Hydrogen sulfide, also known as H2S, is a gas found both in nature and also produced by many industrial processes. Hydrogen sulfide is a colorless, flammable, extremely hazardous gas with a “rotten egg” smell. There are many dangers if exposed to too much H2S gas in a short time (acute exposure) or a lesser amount over a long time (chronic exposure). Many workers have been overcome and killed in environments that have had a large amount of H2S gas present.  It is important to be familiar with the characteristics of hydrogen sulfide and the effects it can have on your health.

Hydrogen Sulfide Characteristics Hydrogen Sulfide Molecule Safety

H2S gas is heavier than air and often collects in low areas such as basements, vaults, or pits. While the gas has the smell of rotten eggs at low concentrations, your sense of smell is affected at higher concentrations and should not be relied on. When hydrogen sulfide is burned, it releases toxic gases and vapors such as sulfur dioxide. Concentrations as low as 2 to 5 parts per million (ppm) can start to cause health issues if workers are exposed to the gas for an extended period of time.

Hydrogen Sulfide Health Hazards

  • It is a chemical asphyxiant that interferes with oxygen utilization and the central nervous system.
  • It irritates the eyes, nose, and throat at low concentrations.
  • It causes dizziness, nausea, and vomiting at moderate exposures.
  • Rapid loss of consciousness, coma, and death can occur at high exposure levels.

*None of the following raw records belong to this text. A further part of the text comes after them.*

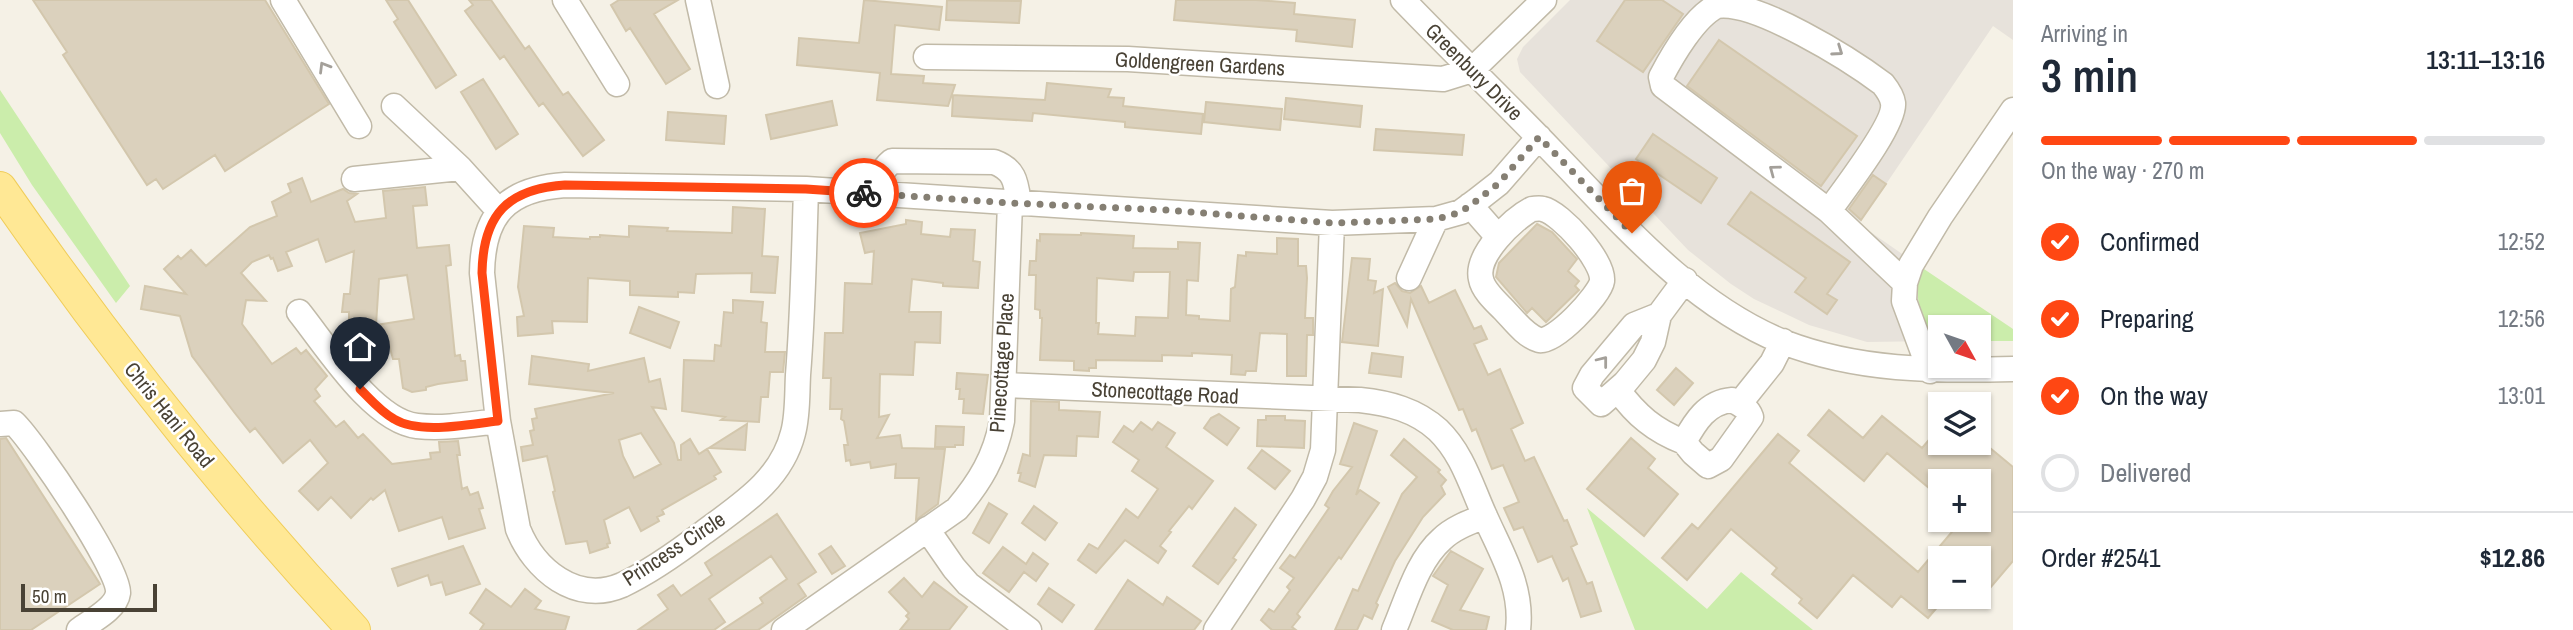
<!DOCTYPE html>
<html lang="en">
<head>
<meta charset="utf-8">
<style>
	body { margin:0; font-family:"Archivo Narrow",sans-serif; background:#f2f2f3; color:#1f2937; height:100vh; display:flex; flex-direction:column; font-size:26px; white-space:nowrap }
	* { box-sizing:border-box; margin:0 }
	p { font-size:23px; color:#747a83 }
	.icon { flex:none; width:38px; height:38px; fill:none; stroke:currentColor; stroke-width:2; stroke-linecap:round; stroke-linejoin:round }
	.map { position:relative; flex:1; overflow:hidden }
	.side { display:flex; flex-direction:column; background:#fff; width:560px }
	.side>* { flex:none }
	.needle { width:46px; rotate:130deg }
	.controls { position:absolute; left:1928px; top:315px; display:grid; gap:14px }
	.controls a { display:grid; place-items:center; width:63px; height:63px; border-radius:0px; background:#fff; box-shadow:0 2px 5px #0004; font-size:35px }
	.scale { position:absolute; left:21px; bottom:18px; width:136px; box-sizing:border-box; padding-left:7px; border:4px solid #494235; border-top:0; font-size:19px; line-height:24px; white-space:nowrap; color:#494235; -webkit-text-stroke:5px #fff; paint-order:stroke }
	.pin { position:absolute; display:grid; place-items:center; width:60px; height:60px; color:#fff; margin:-72px -30px; border-radius:50% 50% 50% 0; rotate:-45deg; box-shadow:0 0 7px #0007 }
	.pin .icon { rotate:45deg }
	.courier { position:absolute; display:grid; place-items:center; width:70px; height:70px; margin:-35px; border:5px solid #ff4713; border-radius:50%; background:#fff; color:#222; box-shadow:0 2px 9px #0007 }
	.overview em { font-style:normal; font-weight:600 }
	.overview div { display:flex; flex-direction:column-reverse }
	.overview { display:flex; align-items:center; justify-content:space-between; height:119px; padding:0 28px }
	h1 { font-size:46px; font-weight:600; line-height:52px }
	.bar { display:grid; grid-template-columns:repeat(4,1fr); gap:10px 7px; align-content:center; height:84px; padding:0 28px }
	.bar i { height:9px; border-radius:5px; background:#e0e1e3 }
	.bar .current { background:#ff4713 }
	.bar p { grid-column:span 4 }
	.line { display:flex; align-items:center; gap:18px; padding:0 28px; border-top:2px solid #e0e1e3 }
	.line div { flex:1 }
	ol { padding:0 28px; list-style:none }
	li { display:flex; align-items:center; gap:21px; height:77px }
	li p { margin-inline-start:auto }
	li .icon { padding:7px; border-radius:50%; background:#ff4713; color:#fff; stroke-width:4 }
	li:last-child { color:#747a83 }
	li i { width:38px; height:38px; border:4px solid #e0e1e3; border-radius:50% }
	main { display:flex; flex:1; min-height:0 }
	.map>svg:first-child { display:block }
</style>
</head>
<body>
<main>
<div class="map">
<svg width="2013" height="630" viewBox="0 0 2013 630">
	<rect width="100%" height="100%" fill="#f5f1e6"/>
	<path fill="#e7e2db" d="M1570 0H2013V40L1993 26 1859 224 1921 267 1922 320 1937 341 1867 342 1809 325 1754 299 1731 284 1688 250 1520 72 1517 59 1523 47Z"/>
	<path fill="#cbedab" d="M0 90 130 286 116 303 32 185 0 133Z
		M1921 267 2013 329V341H1979V327H1941V341H1937C1918 318 1914 296 1921 267Z
		M1587 508 1707 609 1741 572 1813 630H1635Z"/>
	<path fill="#dbd1bd" stroke="#d3c7ad" stroke-width="2" fill-rule="evenodd" d="M33 0H265L329 104 225 171 215 155 163 189 156 179 147 185 63 55 67 52Z
		M386 0H408L456 75 436 88 394 22 398 19Z
		M469 0H491L525 49 529 46 563 95 568 92 604 140 583 156 543 103 539 106 504 56 500 59 465 11 473 5Z
		M619 0H678L654 14 690 69 666 84 630 28 626 31 611 5Z
		M864 0 942 7 939 30 895 25 891 74 924 76 923 83 955 85 948 106 877 100 880 73 797 65 799 38 859 43Z
		M947 0 1021 1 1019 23 946 20Z
		M1176 0H1256L1295 3 1294 14 1355 20 1352 47 1296 41 1297 30 1174 20Z
		M1625 0H1662L1683 14 1643 72 1597 41Z
		M1719 40 1857 136 1821 186 1687 86Z
		M483 79 518 134 496 149 461 92Z
		M1047 83 1111 89 1108 97 1124 98 1123 106 1203 114 1201 134 1125 127V122L1033 113 1032 121 952 116 953 95 1045 100Z
		M1286 98 1362 106 1360 127 1284 119Z
		M832 101 837 125 771 139 766 115Z
		M1206 102 1282 109 1280 130 1204 122Z
		M668 112 726 116 724 144 666 140Z
		M1376 129 1464 135 1462 155 1374 150Z
		M1653 134 1717 178 1701 203 1636 159Z
		M1873 175 1886 184 1861 220 1849 209Z
		M302 178 311 202 343 189 349 193 357 194 347 201 355 222 386 218 383 191 425 187 427 205 413 206 417 248 449 245 451 265 446 266 455 356 460 355 461 361H465L467 380 438 384 426 387V390L412 392 403 388 399 359H393L388 341 349 338V312H342L344 294H350L354 251 326 262 318 239 286 252 292 266 278 271 273 258 271 259 269 255 252 262 241 273 266 301 246 300 242 324 272 364 296 348 301 354 306 350 327 376 315 389 320 396 314 401 336 427 344 421 358 438 363 434 392 464 431 459 430 453 440 452 439 442 458 441 460 455H457L462 489 467 487 470 495 478 492 483 508 479 509 485 528 449 539 442 517 399 531 385 490 373 500 371 498 351 518 331 497 318 510 299 491 328 463 310 440 283 463 255 428 250 432 234 412 192 356 180 316 141 309 145 286 186 294 164 269 178 256 181 259 191 250 206 266 250 227 277 216 272 202 291 192 288 184ZM407 275 414 319 376 325 379 279Z
		M1751 192 1850 262 1827 294 1837 300 1827 314 1795 292 1806 278 1728 224Z
		M733 207 765 209 762 256 778 257 775 293 751 292 752 273 696 274 694 293 678 292V297L630 295V281L588 278 587 322 552 321 553 333 518 336 517 317 524 316 518 287 524 226 554 228 553 237 590 239V237H600V235L629 237V226L668 228 667 231 732 233Z
		M906 220 922 222 921 234 950 237 951 229 975 230 973 261 980 262 978 288 943 286V283L912 279 909 312H941L940 343 915 342 913 375 880 374 879 417 889 415 877 438 900 435 902 448 945 449 938 504 916 520 919 478H895L896 464 871 468 870 462 851 465 850 460 846 461 844 445H848L844 421 841 419 842 409H830L831 378H823L825 333H843L845 283 872 284 874 251 865 253 860 233 906 224Z
		M1537 224 1552 232 1577 259 1568 271 1579 281 1575 286 1579 290 1546 322 1532 308 1527 313 1496 277 1499 263Z
		M1081 233 1134 236 1133 248 1178 249V242L1200 243 1198 281 1187 280 1186 315 1199 316V319L1230 321 1231 289 1235 287 1238 255 1246 256V252L1277 254V238L1298 239V266H1306L1307 278 1305 318H1313V335H1307L1306 376H1287V334L1260 333 1256 371H1246L1245 375 1231 374 1232 355 1192 353V356L1162 355V361L1096 360V368H1089V371L1074 370V361L1040 360 1042 318H1040V310L1035 309 1036 275H1029L1030 261H1036L1037 240 1040 241V234L1081 235ZM1134 272H1170L1168 318 1136 317 1135 336 1098 334 1099 323H1096L1097 278 1133 281Z
		M1352 258 1370 259 1368 280 1376 281 1374 293 1383 289 1378 346 1342 342Z
		M1395 283 1402 291 1410 293 1421 286 1429 303 1455 290 1474 329 1481 326 1487 339 1474 344 1488 375 1500 369 1523 423 1511 429 1525 461 1534 457 1564 521 1567 520 1577 544 1571 547 1587 584 1592 582 1601 611 1581 617 1568 578 1563 581 1552 556 1538 562 1523 527 1514 530 1504 508 1519 502 1503 465 1492 469 1476 429 1472 431 1463 409 1459 410 1411 299 1407 326 1388 287Z
		M733 300 763 302 761 322 767 323 765 352H785L783 372H770L768 397H761L759 422 721 420 725 417 682 411 684 360 714 361 715 345 721 346 724 312 733 313Z
		M639 307 679 322 670 348 630 333Z
		M1372 353 1403 357 1401 377 1369 373Z
		M532 356 589 364 588 371 644 358 649 382 660 379 666 409 652 407 674 443 678 460H681V445L690 439 699 454 707 449 721 472 714 476 716 479 662 510 664 514 657 517 659 521 641 531 629 507 604 520 610 543 607 544 608 547 590 553 587 541 566 544 553 492 555 491 547 456 523 461 521 447 533 445 530 431 534 430 532 419 537 418 535 409 614 393 529 384ZM641 433 661 464 634 478 623 456 619 440Z
		M1676 368 1693 383 1674 405 1657 390Z
		M957 373 988 375 983 414 963 413 964 399H959L960 389H956Z
		M1031 401 1059 402V410L1100 412 1098 437 1077 436 1076 456 1044 455 1035 487 1019 481 1021 473H1018L1023 454 1030 456Z
		M1829 410 1863 438 1882 416 1922 448 1941 426V443H1984L2013 467V561L1979 601V558H1941V603L1928 618 1901 596 1892 607 1853 575 1817 618 1799 603 1802 599 1772 574 1777 568 1731 529 1687 580 1662 558 1692 524 1698 529 1778 434 1799 451 1789 463 1918 572 1962 520H1979V481H1941V498L1887 453 1864 481 1808 435Z
		M1219 414 1239 428 1227 445 1204 428 1211 418Z
		M1266 416H1285V420L1305 421 1304 448 1257 446 1258 420H1266Z
		M1141 422 1152 430 1158 422 1175 433 1166 447 1213 481 1192 509 1189 506 1169 531 1171 532 1160 546 1166 551 1158 563 1125 540 1096 573 1078 560 1089 544 1098 549 1126 509 1138 518 1158 489 1132 471 1139 460 1113 442 1124 426 1133 432Z
		M1354 423 1377 431 1356 495 1360 490 1379 503 1341 559 1339 557 1297 614 1300 617 1292 627 1296 630H1272L1261 620 1269 609 1274 612 1290 590 1287 587 1294 578 1280 568 1290 555 1295 558 1329 508 1325 505 1333 491 1352 467 1340 464Z
		M747 424 745 450 709 448Z
		M936 426 964 427 963 445H955V447H935Z
		M6 438 100 584 31 630H0V439Z
		M1631 438 1655 459 1648 468 1678 494 1644 536 1587 489Z
		M1404 439 1440 470 1438 472 1446 480 1441 486 1445 494 1423 517 1395 561 1376 603 1378 605 1372 619 1364 615 1357 630H1335L1353 589 1358 591 1402 494 1417 477 1391 455Z
		M1262 450 1290 471 1275 489 1248 468Z
		M989 503 1007 514 989 543 973 533Z
		M1034 506 1057 523 1045 540 1022 523Z
		M1235 508 1256 525 1233 558 1236 560 1218 584 1193 566Z
		M777 514 816 572 798 584 806 596 758 630H722L763 603 760 598 787 579 771 556 709 599 725 622 714 630H638L668 609 658 595 673 585 681 596 712 575 705 563Z
		M463 546 480 584 446 595 442 582 431 585 428 575 398 586 392 569Z
		M831 546 845 566 832 574 819 554Z
		M1003 547 1026 564 1033 553 1048 564 1036 581 1024 572 1009 592 983 573Z
		M1451 551 1483 569 1460 610 1489 617 1486 630H1453L1432 621 1448 585 1433 576Z
		M904 578 922 597 934 582 967 607 949 630H900L909 619 906 616 909 613 889 592Z
		M1128 580 1163 605 1167 597 1201 621 1194 630H1095Z
		M1049 588 1074 605 1062 622 1038 604Z
		M486 589 511 607 525 589 541 601 535 609 569 617 565 630H480L484 624 470 613Z"/>
	<g fill="none" stroke-linecap="round" stroke-linejoin="round">
		<g stroke="#c1baa8" stroke-width="27">
			<path id="minor" d="M283 0 359 126
				M565 0 617 84
				M698 0 717 86
				M1403 0C1452 51 1503 100 1552 151 1621 222 1690 304 1783 342 1858 371 1934 371 2013 369
				M926 57 1128 59 1443 79 1472 70 1544 0
				M394 106 460 168 498 210
				M354 179 460 168
				M806 189C804 251 803 313 798 375 797 393 798 415 793 433 781 481 739 506 703 533 678 552 650 572 622 585 576 605 534 569 518 529L498 421 482 273C483 215 506 189 565 185L806 189 1332 223 1436 219 1461 212 1476 201 1499 183 1539 137
				M877 194C878 180 881 170 892 161L994 162C1016 170 1016 184 1019 204
				M1470 205 1498 237
				M1532 209C1535 209 1539 208 1543 209 1561 213 1604 261 1602 281 1600 295 1554 344 1539 340 1525 336 1513 319 1503 309 1495 301 1483 290 1481 279 1475 255 1513 219 1532 209Z
				M1829 211C1842 192 1896 124 1893 103 1892 96 1887 89 1883 84 1851 60 1756 0 1717 6 1695 16 1672 56 1661 77L1663 86 1829 211 1905 283
				M1409 278 1436 219
				M299 312C327 347 373 421 417 426 444 429 472 424 498 421
				M1659 315 1634 325 1592 375 1585 388 1601 404 1625 383 1644 360 1653 342 1659 315 1685 280
				M1930 371 1904 301 1905 283 1911 265 1940 217 2013 110
				M1004 385 1360 400C1389 403 1416 410 1438 430 1462 453 1471 485 1484 514 1501 553 1523 586 1518 630
				M1618 390C1636 415 1655 431 1684 442
				M1732 400C1740 404 1748 408 1751 417L1721 459 1708 466 1693 453 1684 442C1695 422 1707 402 1732 400Z
				M1740 403 1772 363 1783 341
				M0 424 14 423C34 442 120 569 118 593 116 609 91 621 79 630
				M927 529 954 568 968 584 1029 630
				M784 630 957 509C980 482 995 457 1002 421L1010 203
				M1216 630 1303 499 1315 477 1323 450 1332 223
				M1394 630C1407 600 1417 561 1442 539 1453 528 1470 522 1485 516"/>
		</g>
		<g stroke="#f0cd59" stroke-width="34">
			<path id="major" d="M0 188C108 344 225 491 354 630"/>
		</g>
		<use href="#minor" stroke="#fff" stroke-width="24"/>
		<use href="#major" stroke="#ffe895" stroke-width="32"/>
	</g>
	<defs><path id="oneway-chevron" d="M-2-3.5L2.5 0L-2 3.5" fill="none" stroke-width="1.6" stroke-linecap="round" stroke-linejoin="round" transform="scale(1.75)"/></defs>
	<g stroke="#a4a09a">
		<use href="#oneway-chevron" transform="translate(1838 51) rotate(35)"/>
		<use href="#oneway-chevron" transform="translate(324 67) rotate(-121)"/>
		<use href="#oneway-chevron" transform="translate(1774 170) rotate(-143)"/>
		<use href="#oneway-chevron" transform="translate(1603 361) rotate(-52)"/>
	</g>
	<g fill="none" stroke-linecap="round" stroke-linejoin="round">
		<path stroke="#857f73" stroke-width="7" stroke-dasharray="0 12.6" d="M864 193 1010 203 1165 210 1332 223 1437 219 1461 212 1476 201 1499 183 1539 137 1632 233"/>
		<path stroke="#ff4713" stroke-width="9" d="M360 389C371 400 381 412 394 419 420 435 469 424 498 421L482 273C483 215 507 189 565 185L806 189 864 193"/>
	</g>
	<g text-anchor="middle" stroke-width="5" stroke-linejoin="round" paint-order="stroke">
		<g font-size="21" fill="#494235" stroke="#fff">
			<text transform="translate(1200 64) rotate(3)" y="7">Goldengreen Gardens</text>
			<text transform="translate(1474 72) rotate(45)" y="7">Greenbury Drive</text>
			<text transform="translate(1002 363) rotate(-86)" y="7">Pinecottage Place</text>
			<text transform="translate(1165 393) rotate(3)" y="7">Stonecottage Road</text>
			<text transform="translate(169 415) rotate(51)" y="7">Chris Hani Road</text>
			<text transform="translate(674 549) rotate(-33)" y="7">Princess Circle</text>
		</g>
	</g>
</svg>
<div class="controls">
<a><svg class="needle" viewBox="-14 -14 28 28"><path d="M0-13l5 13h-10z" fill="#e53935"/><path d="M0 13l5-13h-10z" fill="#747a83"/></svg></a>
<a><svg class="icon" aria-label="layers" viewBox="0 0 24 24"><path d="M12 4l9 5-9 5-9-5zM3 14l9 5 9-5"/></svg></a>
<a>+</a>
<a>−</a>
</div>
<div class="scale">50 m</div>
<div class="pin" style="left:1632px;top:233px;background:#ea580c"><svg class="icon" aria-label="bag" viewBox="0 0 24 24"><path d="M5 8h14l-1 12H6zM9 8a3 3 0 0 1 6 0"/></svg></div>
<div class="pin" style="left:360px;top:389px;background:#1f2937"><svg class="icon" aria-label="home" viewBox="0 0 24 24"><path d="M3 11l9-7 9 7M6 9v11h12V9"/></svg></div>
<div class="courier" style="left:864px;top:193px"><svg class="icon" aria-label="bike" viewBox="0 0 24 24"><circle cx="6" cy="16" r="4"/><circle cx="18" cy="16" r="4"/><path d="M6 16l4-8h5l3 8M10 8l3 8H6M13 5h3"/></svg></div>
</div>
<section class="side">
<div class="overview"><div><h1>3 min</h1><p>Arriving in</p></div><em>13:11–13:16</em></div>
<div class="bar"><i class="current"></i><i class="current"></i><i class="current"></i><i></i><p>On the way · 270 m</p></div>
<ol>
<li><svg class="icon" aria-label="check" viewBox="0 0 24 24"><path d="M5 12l5 5 9-10"/></svg>Confirmed<p>12:52</p></li>
<li><svg class="icon" aria-label="check" viewBox="0 0 24 24"><path d="M5 12l5 5 9-10"/></svg>Preparing<p>12:56</p></li>
<li><svg class="icon" aria-label="check" viewBox="0 0 24 24"><path d="M5 12l5 5 9-10"/></svg>On the way<p>13:01</p></li>
<li><i></i>Delivered</li>
</ol>
<div class="line" style="height:91px"><div>Order #2541</div><b>$12.86</b></div>
</section>
</main>
</body>
</html>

Safe Work Practices for Hydrogen Sulfide Hazards
(source: ww.osha.gov)

  • Employers should always clearly mark areas where H2S gas may be present. All workers should be trained on H2S gas and what processes in their work areas produce this gas.
  • Any low-lying areas or confined spaces should always be tested before any work begins for toxic gases, including H2S. Some facilities should have permanent fixed alarm systems to alert workers if there is an increased amount of H2S gas in their areas.
  • If gas testing shows that H2S gas is present and cannot be fully removed, then proper continuous ventilation needs to be done to make the work area safe.
  • For concentrations less than 100ppm, a full-face respirator should be used in conjunction with the appropriate air-purifying cartridge to protect the worker.
  • A concentration over 100 ppm is considered immediately dangerous to life and health. These environments should be avoided. If it is absolutely necessary to enter to complete work, then an air-supplying system or air-on-demand system needs to be used.

Discussion point

-Where can we be exposed to hydrogen sulfide gas in our jobs?